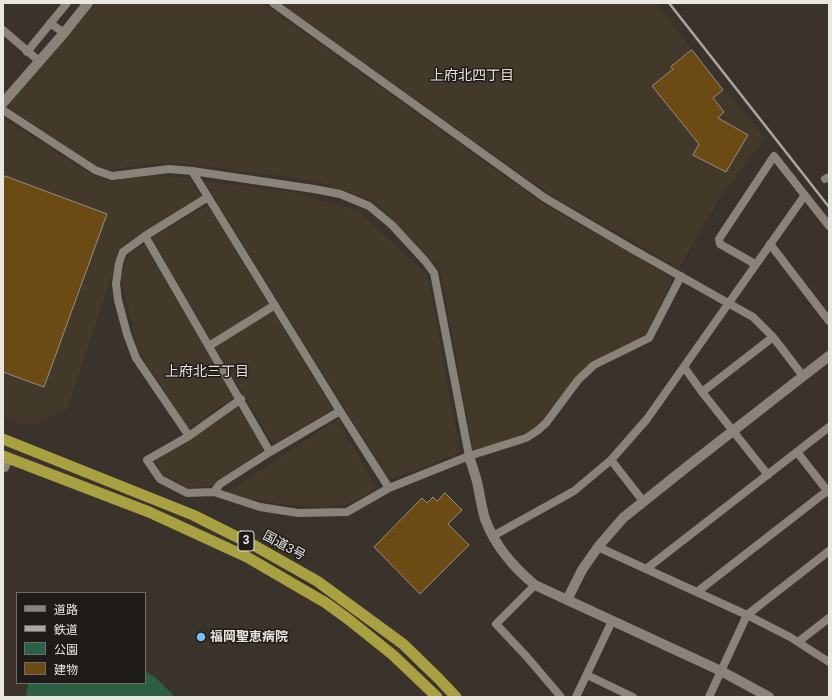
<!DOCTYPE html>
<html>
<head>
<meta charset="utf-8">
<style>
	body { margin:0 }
	#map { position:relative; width:832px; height:700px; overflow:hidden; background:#3a332b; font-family:Helvetica,"Noto Sans JP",sans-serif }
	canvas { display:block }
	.frame { position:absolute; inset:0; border:4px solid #eae6e0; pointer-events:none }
	.legend { position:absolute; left:16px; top:592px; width:130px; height:92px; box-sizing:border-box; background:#1e1b18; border:1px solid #706c68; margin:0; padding:5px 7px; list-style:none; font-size:12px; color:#eae6e0 }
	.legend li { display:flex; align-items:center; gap:8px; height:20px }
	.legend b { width:20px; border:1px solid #706c68 }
</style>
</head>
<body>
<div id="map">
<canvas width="832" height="700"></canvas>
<div class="frame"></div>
<ul class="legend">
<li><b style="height:5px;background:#8a8379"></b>道路</li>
<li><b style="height:5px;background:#aca7a1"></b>鉄道</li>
<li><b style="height:11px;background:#2b6043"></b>公園</li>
<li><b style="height:11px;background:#6b4a13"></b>建物</li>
</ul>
</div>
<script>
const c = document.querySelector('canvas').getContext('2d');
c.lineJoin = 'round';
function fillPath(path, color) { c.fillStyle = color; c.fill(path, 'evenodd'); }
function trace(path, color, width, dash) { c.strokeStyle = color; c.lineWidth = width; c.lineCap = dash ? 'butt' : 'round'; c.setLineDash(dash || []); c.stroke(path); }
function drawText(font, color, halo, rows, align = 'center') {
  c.font = font + ' Helvetica,"Noto Sans JP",sans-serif'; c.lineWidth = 3; c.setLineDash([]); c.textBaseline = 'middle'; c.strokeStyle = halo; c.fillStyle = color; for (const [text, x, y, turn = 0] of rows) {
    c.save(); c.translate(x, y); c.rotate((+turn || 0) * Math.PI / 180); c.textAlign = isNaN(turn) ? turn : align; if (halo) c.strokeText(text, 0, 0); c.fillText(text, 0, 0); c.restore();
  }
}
fillPath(new Path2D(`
	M96,3H263L542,203L673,278L646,336L593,361L586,367L575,378L543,420L528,432L494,445L475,450L473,449L440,269L376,202L315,181L181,163L145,164L110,170L92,164L7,106Z
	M280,3H656L703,64L765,137L720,198L679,268L553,196L498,158Z
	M3,119L91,174L109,181L148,175L190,178L201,196L122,246L68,408L34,424H21L3,417Z
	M204,181L287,191L359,211L428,276L460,453L389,480Z
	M208,205L333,409L273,444L151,239Z
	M144,244L234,397L188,428L138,350L121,278L128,255Z
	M238,406L264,449L213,486L189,488L163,474L155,461Z
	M338,419L376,488L351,503L322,507L287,505L224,495Z`), '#43392b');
fillPath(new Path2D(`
	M145,671L156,678L175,697H26L28,683H145Z`), '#2b6043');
const building = new Path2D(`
	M692,50L723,90L713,98L724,112L718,118L748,135L726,172L693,155L699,144L652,86L673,69L671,67Z
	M5,176L107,214L44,387L3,372V181Z
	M445,493L462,510L448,524L469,545L420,594L374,547L422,498L427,503L433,497L437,501Z`);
fillPath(building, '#6b4a13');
trace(building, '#968e84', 1);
trace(new Path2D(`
	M273,3L545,198L632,249L753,317L773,337L803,376
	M50,23L64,33
	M3,30L39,61
	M27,52L67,3
	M3,110L95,170L112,176L169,169L192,171L314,189L340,194L369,206L392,225L426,262L434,273L469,456
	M192,171L340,411L389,488
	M825,179L829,177
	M208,197L145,236L123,252L119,263L116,284L118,300L127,334L136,358L189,436L241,399
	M145,236L270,452
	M770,244L829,321
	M755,264L720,244L719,239L774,156L829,226
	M209,346L275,305
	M684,367L702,392L768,475
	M702,392L773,337
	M340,411L270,452L220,484L214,492L260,507L298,513L347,512L389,488L469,456L526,438L537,431L546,423L578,380L594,365L649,338L681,276
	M189,436L147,460L160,479L187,493L214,492
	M797,452L829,493
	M611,460L643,501
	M3,468H5L9,459
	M493,536L574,491L611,460L647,419L805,195
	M598,547L747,615L790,637L829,662
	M646,569L829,427
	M535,585L496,624L527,657L561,697
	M697,592L827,491
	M798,642L829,618
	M587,675L633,697
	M576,697L612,621
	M709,697L747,615L829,551`), '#8a8379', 8);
trace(new Path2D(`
	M3,103L64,33L88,3
	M469,456C472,466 476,476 478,486C480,497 482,509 485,519C495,546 513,567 535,585L721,671L769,697
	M567,600L582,570L598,547L623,518L688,466L829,356`), '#8a8379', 10);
trace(new Path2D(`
	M3,439L193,515L255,546L317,581L403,644L439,679L456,697
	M3,456L149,512L247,557L326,603L348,619L393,655L437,697`), '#a8a041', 11);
trace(new Path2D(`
	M669,3L829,207`), '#aca7a1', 2.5);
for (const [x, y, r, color] of [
	[201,637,5,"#7abef8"]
]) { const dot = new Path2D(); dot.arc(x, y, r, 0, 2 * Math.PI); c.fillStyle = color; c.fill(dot); trace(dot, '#1e1b18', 1.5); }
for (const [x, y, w] of [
	[246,541,16]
]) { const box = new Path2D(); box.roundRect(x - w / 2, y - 10, w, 20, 3); c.fillStyle = '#1e1b18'; c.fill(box); trace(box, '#eae6e0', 1); }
drawText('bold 12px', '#eae6e0', null, [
	["3",246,541]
]);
drawText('13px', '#eae6e0', '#1e1b18', [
	["国道3号",284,546,29]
]);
drawText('bold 13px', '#eae6e0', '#1e1b18', [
	["福岡聖恵病院",210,637]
], 'left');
drawText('14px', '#eae2d7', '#1e1b18', [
	["上府北四丁目",472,76],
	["上府北三丁目",207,372]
]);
</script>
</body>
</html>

================

▶ Task instructions
Return every line in the records that includes the string "lineWidth".

▶ Answer section
function trace(path, color, width, dash) { c.strokeStyle = color; c.lineWidth = width; c.lineCap = dash ? 'butt' : 'round'; c.setLineDash(dash || []); c.stroke(path); }
  c.font = font + ' Helvetica,"Noto Sans JP",sans-serif'; c.lineWidth = 3; c.setLineDash([]); c.textBaseline = 'middle'; c.strokeStyle = halo; c.fillStyle = color; for (const [text, x, y, turn = 0] of rows) {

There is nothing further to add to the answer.